After Saturday’s win over Michigan State was long over, senior Willis Barringer went to running backs coach Fred Jackson for some advice. Barringer fumbled the ball twice during the game, and Jackson gave him some pointers on how to hold on to the pigskin.

But Barringer is not a running back – not even close. Barringer is the team’s starting free safety. What did he learn from Jackson? He said that Jackson showed him exactly how to hold the football. But that wasn’t all he learned.

“I’ll probably just fall down,” Barringer said when asked what he would do the next time he got an interception.

It’s not often that a safety manages to fumble twice in one game. Most safeties are just lucky to even touch the ball twice in one game. Barringer took care of that with two first-half interceptions.

“Well, Willis set a Michigan record in that game. He caught two passes and fumbled them both,” Michigan coach Lloyd Carr said.

At the very end of the first quarter, the Spartans were trailing 14-7 when they tried to get a little fancy. On first down deep in Michigan’s territory, the Spartans’ Jerramy Scott took the toss from quarterback Drew Stanton and threw a pass deep down the sideline intended for tight end Dwayne Holmes.

Barringer stepped in front of the pass and made the interception before Holmes stripped him a second later. The referee originally called it an incomplete pass because he said that Barringer never had control – but replay revealed that Barringer made the catch and Michigan took over possession.

“I thought I caught it and I thought I possessed it, but I guess they wanted to review it,” Barringer said. “I was just ready to go onto the next play and just play defense.”

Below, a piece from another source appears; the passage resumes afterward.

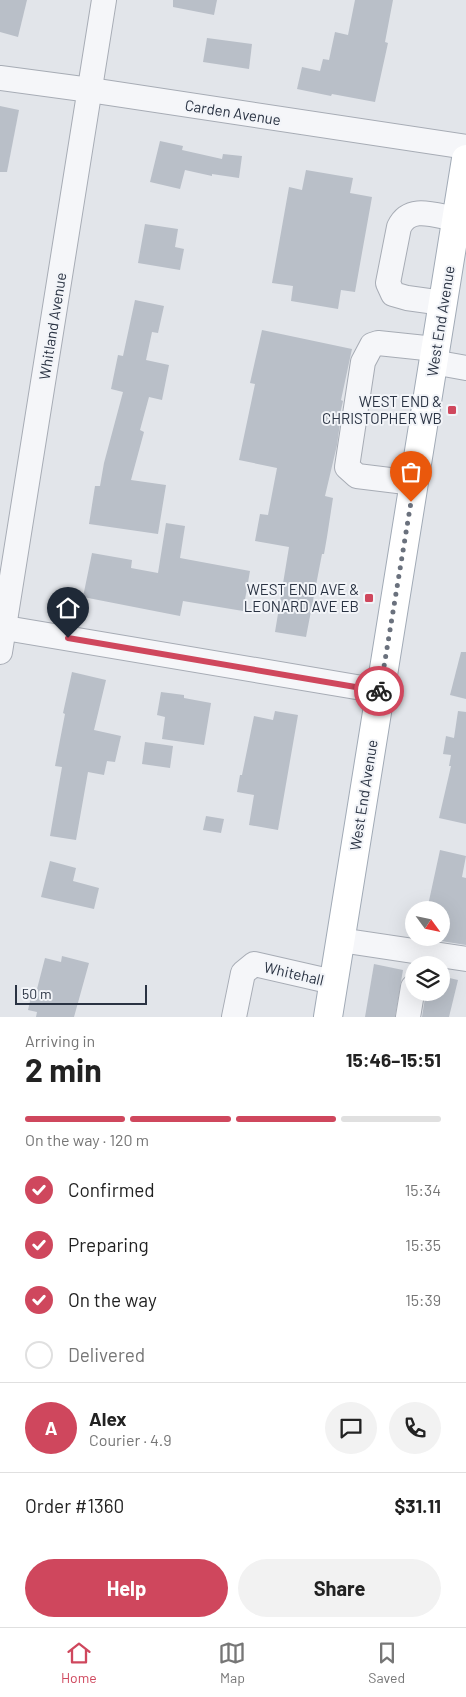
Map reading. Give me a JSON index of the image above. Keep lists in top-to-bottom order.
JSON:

Barringer got his second interception on the last play of the first half. Michigan was up by three and the Spartans had the ball on the 35-yard line. Stanton tried to get a Hail Mary down the left sideline, and Barringer was there once again.

“What goes through my mind is, ‘Thank you,’ ” Barringer said.

Shortly afterward, the safety fumbled his second interception of the game, but, just like the first time, Michigan recovered it.

At the beginning of the year, it didn’t look like Barringer would start. He ran the 40-yard dash in 4.3 seconds in high school, but, coming into this season, he had made just a handful of starts.

Even though the secondary lost two starters last season, the free safety position was actually settled. Junior Ryan Mundy, a two-year starter who even got significant action as a freshman, had the position all locked up. But a nerve injury has kept him from seeing significant playing time this year, and Carr said that Mundy will be out the entire season.

“I thought he would come back some time this season at least, but I just try to go in there and do as much as I can with the team,” Barringer said.

Carr said that Barringer proved himself throughout spring and fall practices, and, when it was determined that Mundy wouldn’t play, Barringer was named the starter.

“He is one of these guys that persevered,” Carr said. “I don’t think there is a more likable guy on our team. What he has done at a position where there was a lot of question about our secondary, and I think what he has done has just been outstanding. I personally couldn’t be happier for the guy because it hasn’t been easy for him.”

And now that he has the ball, Barringer has no plans of fumbling it away.